For patients with dominant stenosis due to primary sclerosing cholangitis, diagnostic evaluation is much more difficult and there are fewer criteria. Among these patients, the incidence of cholangiocarcinoma varies between 7% and 14%. Despite using multiple modalities of tissue sampling, detection is still very difficult. pCLE permits a sufficiently good view of dominant stenosis in 95% of cases (40). A study that added pCLE to the usual histological sampling techniques to exclude neoplasia found 100% sensitivity, specificity increased from 61% to 94.4%. The study also found a positive predictive value of 22.2% and a negative predictive value of 89.5% to 100%. The combination is a good test for ruling out malignancy in these patients, but it also has poor interobserver agreement. pCLE could help determine the appropriate intervals for monitoring these patients in order to reduce repetition of ERCP and its associated risks and costs. It could also be used to determine when early surgery should be performed due to high levels of suspicion of malignancy. Although there are no specific criteria for this, the criteria for evaluating indeterminate strictures can be used.

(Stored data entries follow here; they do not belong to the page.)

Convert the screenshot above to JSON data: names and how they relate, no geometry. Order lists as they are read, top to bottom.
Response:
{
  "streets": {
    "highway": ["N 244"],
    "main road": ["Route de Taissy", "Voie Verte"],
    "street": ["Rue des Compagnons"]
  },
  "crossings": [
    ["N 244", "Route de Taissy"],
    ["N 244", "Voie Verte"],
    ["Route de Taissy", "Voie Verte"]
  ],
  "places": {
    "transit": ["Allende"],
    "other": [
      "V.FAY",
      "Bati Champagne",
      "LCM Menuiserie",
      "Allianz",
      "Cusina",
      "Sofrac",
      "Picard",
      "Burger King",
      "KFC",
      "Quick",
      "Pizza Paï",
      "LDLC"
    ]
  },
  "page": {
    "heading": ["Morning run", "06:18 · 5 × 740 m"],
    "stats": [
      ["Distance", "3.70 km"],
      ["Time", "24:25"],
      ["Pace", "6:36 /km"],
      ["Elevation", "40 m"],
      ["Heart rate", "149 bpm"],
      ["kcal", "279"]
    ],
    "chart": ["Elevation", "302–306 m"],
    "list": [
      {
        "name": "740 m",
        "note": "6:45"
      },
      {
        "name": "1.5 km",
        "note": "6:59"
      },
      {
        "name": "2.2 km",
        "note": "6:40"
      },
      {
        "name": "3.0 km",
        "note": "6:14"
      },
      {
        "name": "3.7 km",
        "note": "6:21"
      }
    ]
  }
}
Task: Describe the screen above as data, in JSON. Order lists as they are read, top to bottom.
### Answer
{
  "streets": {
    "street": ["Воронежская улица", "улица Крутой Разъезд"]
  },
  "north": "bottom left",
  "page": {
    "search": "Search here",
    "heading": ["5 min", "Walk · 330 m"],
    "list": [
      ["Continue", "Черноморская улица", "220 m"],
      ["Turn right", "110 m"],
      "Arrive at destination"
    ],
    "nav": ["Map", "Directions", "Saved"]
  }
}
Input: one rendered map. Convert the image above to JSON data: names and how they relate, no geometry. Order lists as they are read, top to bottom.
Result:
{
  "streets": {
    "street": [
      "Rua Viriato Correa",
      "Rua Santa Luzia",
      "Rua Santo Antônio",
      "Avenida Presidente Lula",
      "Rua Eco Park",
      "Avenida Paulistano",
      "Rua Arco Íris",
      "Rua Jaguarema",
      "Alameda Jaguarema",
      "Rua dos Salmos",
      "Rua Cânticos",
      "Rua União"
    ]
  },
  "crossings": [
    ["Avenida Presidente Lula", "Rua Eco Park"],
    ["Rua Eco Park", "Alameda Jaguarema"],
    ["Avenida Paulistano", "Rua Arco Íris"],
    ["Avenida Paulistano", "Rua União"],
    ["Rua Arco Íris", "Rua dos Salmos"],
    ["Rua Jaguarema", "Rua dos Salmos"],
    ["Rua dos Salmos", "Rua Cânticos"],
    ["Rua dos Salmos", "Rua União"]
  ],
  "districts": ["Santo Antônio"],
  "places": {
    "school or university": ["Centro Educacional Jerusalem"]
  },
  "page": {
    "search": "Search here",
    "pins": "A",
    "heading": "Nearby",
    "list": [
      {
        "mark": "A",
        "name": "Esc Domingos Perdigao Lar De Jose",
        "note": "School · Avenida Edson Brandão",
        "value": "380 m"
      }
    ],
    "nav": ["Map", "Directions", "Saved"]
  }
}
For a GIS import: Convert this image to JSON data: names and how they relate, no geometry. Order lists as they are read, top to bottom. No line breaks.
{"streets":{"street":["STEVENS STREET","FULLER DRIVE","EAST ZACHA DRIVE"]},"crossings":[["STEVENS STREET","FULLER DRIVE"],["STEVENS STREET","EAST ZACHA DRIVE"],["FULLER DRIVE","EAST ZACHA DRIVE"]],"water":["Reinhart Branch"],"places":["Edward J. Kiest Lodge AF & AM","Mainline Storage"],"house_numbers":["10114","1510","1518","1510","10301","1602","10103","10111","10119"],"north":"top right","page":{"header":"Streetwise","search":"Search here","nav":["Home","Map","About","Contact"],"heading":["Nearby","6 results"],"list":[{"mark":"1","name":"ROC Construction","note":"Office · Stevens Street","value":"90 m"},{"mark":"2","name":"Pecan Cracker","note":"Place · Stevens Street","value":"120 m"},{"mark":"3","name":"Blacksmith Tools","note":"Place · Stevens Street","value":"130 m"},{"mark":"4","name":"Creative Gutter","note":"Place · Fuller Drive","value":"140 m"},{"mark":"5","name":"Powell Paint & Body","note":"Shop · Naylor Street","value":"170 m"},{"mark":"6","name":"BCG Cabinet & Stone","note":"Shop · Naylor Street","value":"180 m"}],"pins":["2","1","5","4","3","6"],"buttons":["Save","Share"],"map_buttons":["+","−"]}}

Attempts to improve the diagnostic evaluation of ampullary lesions using pCLE have had poor results because of the lack of specific criteria and poor interobserver agreement. For this condition further studies are needed (41, 42).

Images showing the usefulness of Cellvizio for biliary duct and pancreatic pathlogies: See Figures 28, 29, 30 y 31.

PANCREATIC CYSTIC NEOPLASMS

Pancreatic cysts are most often detected incidentally in abdominal imaging. Of these cysts, 60% are neoplasms, 30% are pseudocysts and 10% are congenital cysts or miscellaneous cysts. All cysts smaller than 2 cm are difficult to differentiate by imaging techniques alone (43). Pancreatic cystic neoplasms continue to be a diagnostic problem even with the development of endoscopic ultrasound and endoscopic ultrasound guided fine needle aspiration (EUS-FNA) for cytological evaluation of tumors and genetic markers which has improved diagnostic accuracy. Considerable difficulties persist and many unnecessary operations are still performed with high rates of morbidity and mortality (e.g. Whipple procedures) because the risk of malignancy cannot be completely ruled for many of these lesions. Endoscopic ultrasound provides diagnostic accuracy of only 51% to 73% for determining morphology.  In addition, it over-diagnoses nodular wall cysts. This can be slightly improved by adding cytology and fluid studies, especially if carcinoembryonic antigen is measured. This increases accuracy to 79%. To date, genetic studies of liquid with K-ras and other RNA extraction analyses are experimental, expensive and unproven for diagnostic efficacy.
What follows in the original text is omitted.